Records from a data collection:

=== Section Start ===

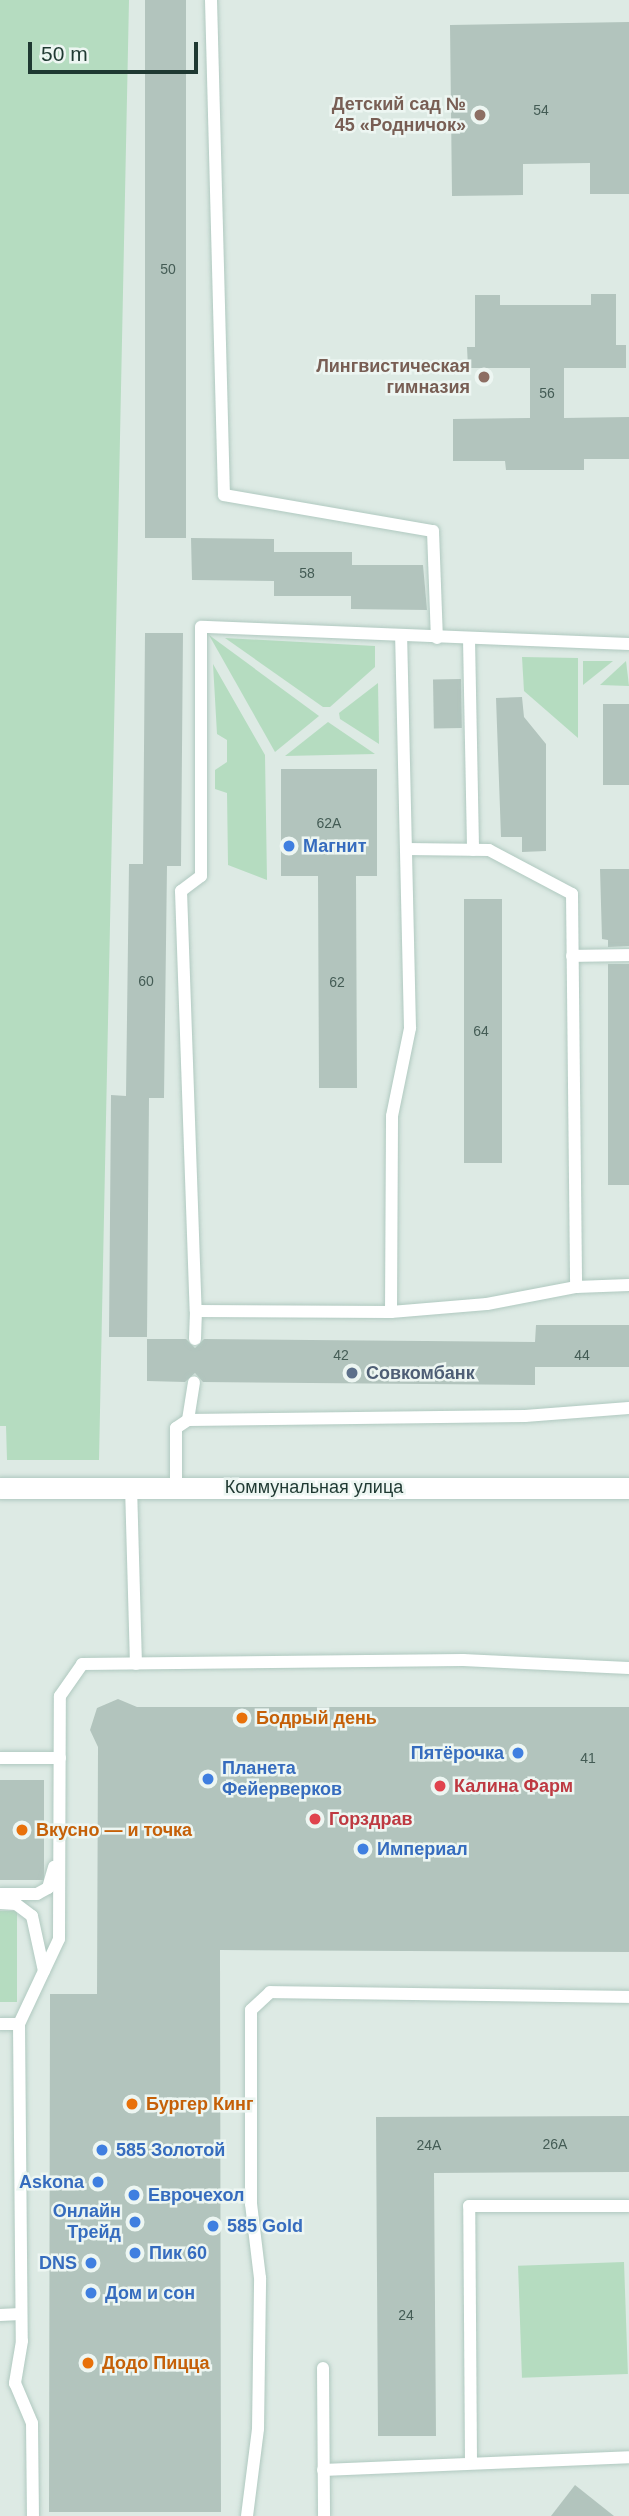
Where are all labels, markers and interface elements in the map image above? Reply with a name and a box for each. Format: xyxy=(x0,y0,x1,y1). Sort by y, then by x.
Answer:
scale bar xyxy=(32,28,201,72)
text: 50 m xyxy=(41,42,88,65)
place label: Детский сад № 45 «Родничок» xyxy=(332,94,466,136)
house number: 54 xyxy=(533,102,549,118)
marker: Детский сад № 45 «Родничок» xyxy=(472,107,488,123)
house number: 50 xyxy=(160,261,176,277)
place label: Лингвистическая гимназия xyxy=(316,356,470,398)
marker: Лингвистическая гимназия xyxy=(476,369,492,385)
house number: 56 xyxy=(539,385,555,401)
house number: 58 xyxy=(299,565,315,581)
house number: 62А xyxy=(317,815,341,831)
place label: Магнит xyxy=(303,835,366,857)
marker: Магнит xyxy=(281,838,297,854)
house number: 60 xyxy=(138,973,154,989)
house number: 62 xyxy=(329,974,345,990)
house number: 64 xyxy=(473,1023,489,1039)
house number: 42 xyxy=(333,1347,349,1363)
house number: 44 xyxy=(574,1347,590,1363)
place label: Совкомбанк xyxy=(366,1362,475,1384)
marker: Совкомбанк xyxy=(344,1365,360,1381)
street label: Коммунальная улица xyxy=(225,1476,403,1498)
place label: Бодрый день xyxy=(256,1707,377,1729)
marker: Бодрый день xyxy=(234,1710,250,1726)
place label: Пятёрочка xyxy=(411,1742,504,1764)
marker: Пятёрочка xyxy=(510,1745,526,1761)
house number: 41 xyxy=(580,1750,596,1766)
place label: Планета Фейерверков xyxy=(222,1758,342,1800)
marker: Планета Фейерверков xyxy=(200,1771,216,1787)
place label: Калина Фарм xyxy=(454,1775,573,1797)
marker: Калина Фарм xyxy=(432,1778,448,1794)
place label: Горздрав xyxy=(329,1808,413,1830)
marker: Горздрав xyxy=(307,1811,323,1827)
place label: Вкусно — и точка xyxy=(36,1819,192,1841)
marker: Вкусно — и точка xyxy=(14,1822,30,1838)
place label: Империал xyxy=(377,1838,468,1860)
marker: Империал xyxy=(355,1841,371,1857)
place label: Бургер Кинг xyxy=(146,2093,253,2115)
marker: Бургер Кинг xyxy=(124,2096,140,2112)
house number: 26А xyxy=(543,2136,567,2152)
house number: 24А xyxy=(417,2137,441,2153)
place label: 585 Золотой xyxy=(116,2139,225,2161)
marker: 585 Золотой xyxy=(94,2142,110,2158)
place label: Askona xyxy=(19,2171,84,2193)
marker: Askona xyxy=(90,2174,106,2190)
place label: Еврочехол xyxy=(148,2184,244,2206)
marker: Еврочехол xyxy=(126,2187,142,2203)
place label: Онлайн Трейд xyxy=(53,2201,121,2244)
marker: Онлайн Трейд xyxy=(127,2214,143,2230)
place label: 585 Gold xyxy=(227,2215,303,2237)
marker: 585 Gold xyxy=(205,2218,221,2234)
place label: Пик 60 xyxy=(149,2242,207,2264)
marker: Пик 60 xyxy=(127,2245,143,2261)
place label: DNS xyxy=(39,2252,77,2274)
marker: DNS xyxy=(83,2255,99,2271)
place label: Дом и сон xyxy=(105,2282,195,2304)
marker: Дом и сон xyxy=(83,2285,99,2301)
house number: 24 xyxy=(398,2307,414,2323)
place label: Додо Пицца xyxy=(102,2352,210,2374)
marker: Додо Пицца xyxy=(80,2355,96,2371)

=== Section End ===

▶ TASK DETAILS: Copy out each line of the data that has the word "Онлайн" in it.

▶ EXERCISE RESPONSE:
place label: Онлайн Трейд xyxy=(53,2201,121,2244)
marker: Онлайн Трейд xyxy=(127,2214,143,2230)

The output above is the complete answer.